Authors: Jennifer Jenkins
Tags: #teen, #Young Adult, #Survival Stories, #Science Fiction, #Romance, #Fantasy
“Striker!” Zander called over the chaos. It was Gryphon’s cue to back away from the pack. The mess shifted into a diamond attack pattern in front of a grouping of giant boulders with Gryphon at the scorpion’s tail.
They didn’t need to kill all of the Raven. Just capture one to interrogate and kill a few more to remind them whom they were dealing with. Above, inhuman hoots and cries from the Raven sounded retreat.
Gryphon only had one chance to get this right.
“Strike!” Zander called.
Gryphon sprinted to his brothers. With spear ready, he jumped onto a knot of their interlocked arms. Their combined strength catapulted him up the boulder. Time slowed to a halt. Gryphon zeroed in on a target. A boy with a single feather strung around his neck clumsily tried to restring his bow. He couldn’t be much older than Joshua.
Fitting.
The boy looked up. In that split-second the image of Joshua burned Gryphon’s vision. He shouldn’t care. War doesn’t discriminate between the old and the young. But he couldn’t bring himself to kill the boy. He adjusted his aim just as the spear exploded from his hand.
Gryphon landed on the boulder and watched the boy scramble away with the rest of the retreating Raven Clan. Gryphon’s spear stood erect in the mud, still teetering from the impact.
When Zander pulled himself up next to Gryphon he looked down on the empty spear and swore. His whole body trembled in rage.
Together they watched the Raven retreat up the mountain, their traditional black feathers mocking as they passed outside the reach of Ram spears.
Just before crossing over the ridge, a man stopped and stared down at Gryphon with fearless eyes. He stood taller than the Raven around him. His hair and skin were lighter than theirs. A black crescent moon was tattooed on his muscled shoulder. He raised his hands to his mouth and let out a long, low howl.
Chills assaulted Gryphon’s skin. “Was that … ?”

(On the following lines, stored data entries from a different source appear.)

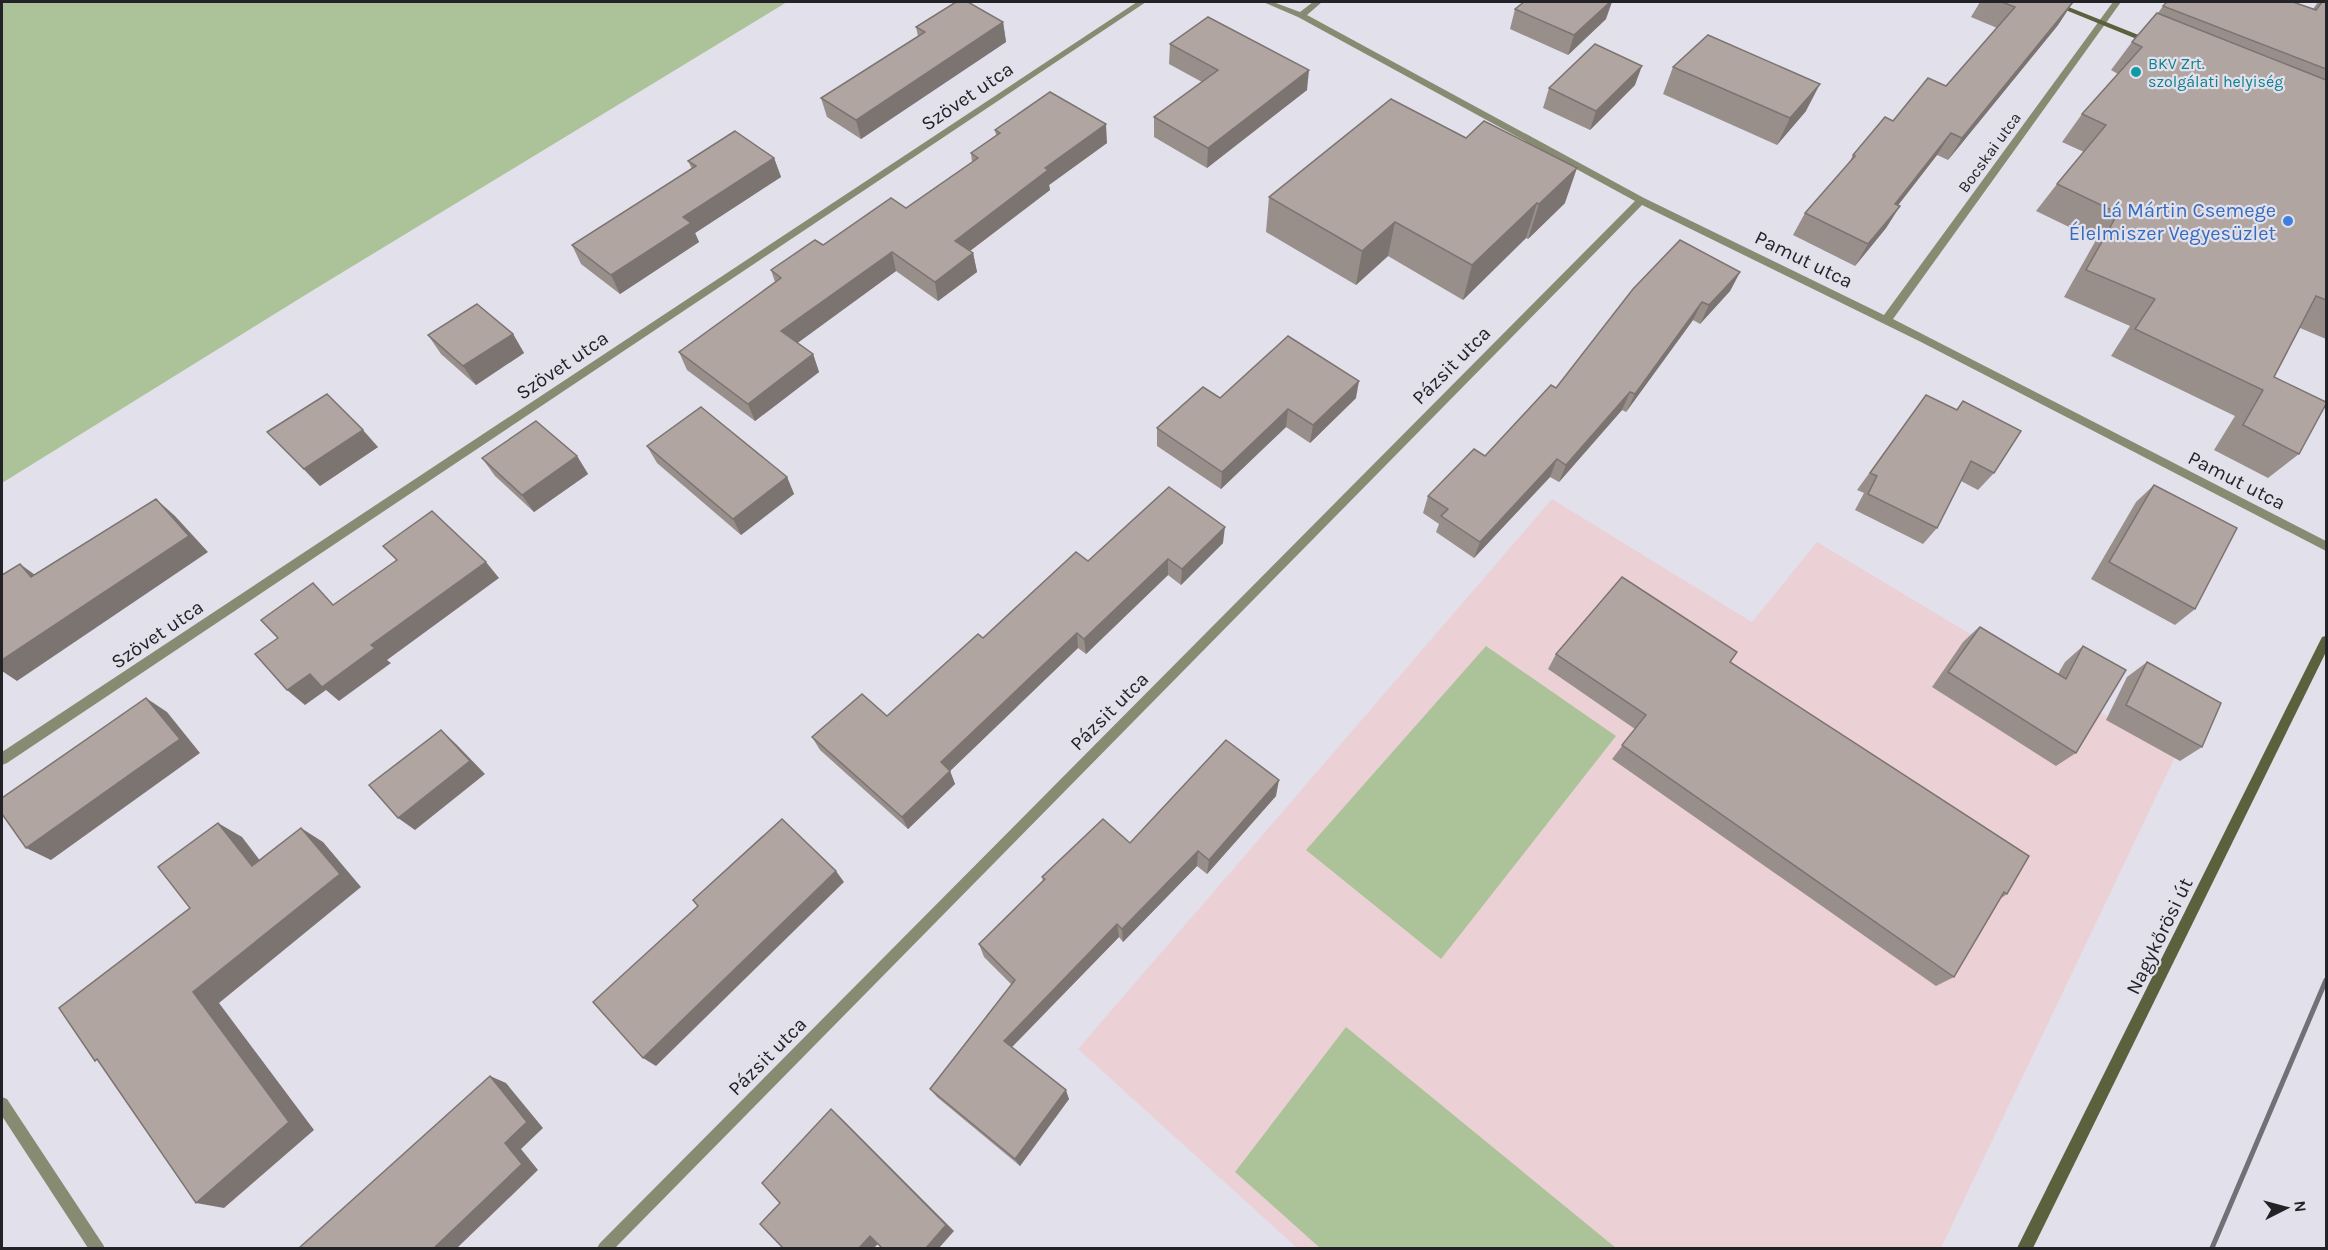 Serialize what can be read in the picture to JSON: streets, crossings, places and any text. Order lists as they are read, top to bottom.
{
  "streets": {
    "main road": ["Nagykőrösi út"],
    "street": [
      "Szövet utca",
      "Bocskai utca",
      "Pamut utca",
      "Pázsit utca"
    ]
  },
  "crossings": [
    ["Bocskai utca", "Pamut utca"],
    ["Pamut utca", "Pázsit utca"]
  ],
  "places": ["BKV Zrt. szolgálati helyiség", "Lá Mártin Csemege Élelmiszer Vegyesüzlet"],
  "north": "right"
}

Zander swore again and stalked away.
Until that day, Gryphon had never witnessed the call of a Wolf.
The boy led Zo upward through a seemingly endless tunnel of rock. He stumbled and she grabbed the back of his shirt to help him.
“Get off me.” He swatted her away without success.
His pride would kill him eventually. If not today, then ten years from now on some lonely battlefield.
Pride always killed the Ram.
“Let me help you or I swear I’ll slit your sorry, little throat.” Zo regretted her words immediately. A true Nameless would never speak to a Ram like that, even if he was just a boy.
Her vision had adjusted enough to make out his shock. “You just threatened me.” A slow smile spread across his face, reaching his eyes and lifting his ears. He chuckled, but grabbed his side from the pain. “I like you, healer.” He rested his arm on her shoulder and let her carry most of his weight. “You’ve got nerve.”
It wasn’t until that moment that she noticed his size. Only thirteen but still as tall as she was, maybe even taller. His wiry muscles would undoubtedly expand with the years of training ahead of him. According to Commander Laden, boys his age had already been through a barbaric amount of training. Beatings. Systematic starvation. All to ensure their dominance on the battlefield as adults.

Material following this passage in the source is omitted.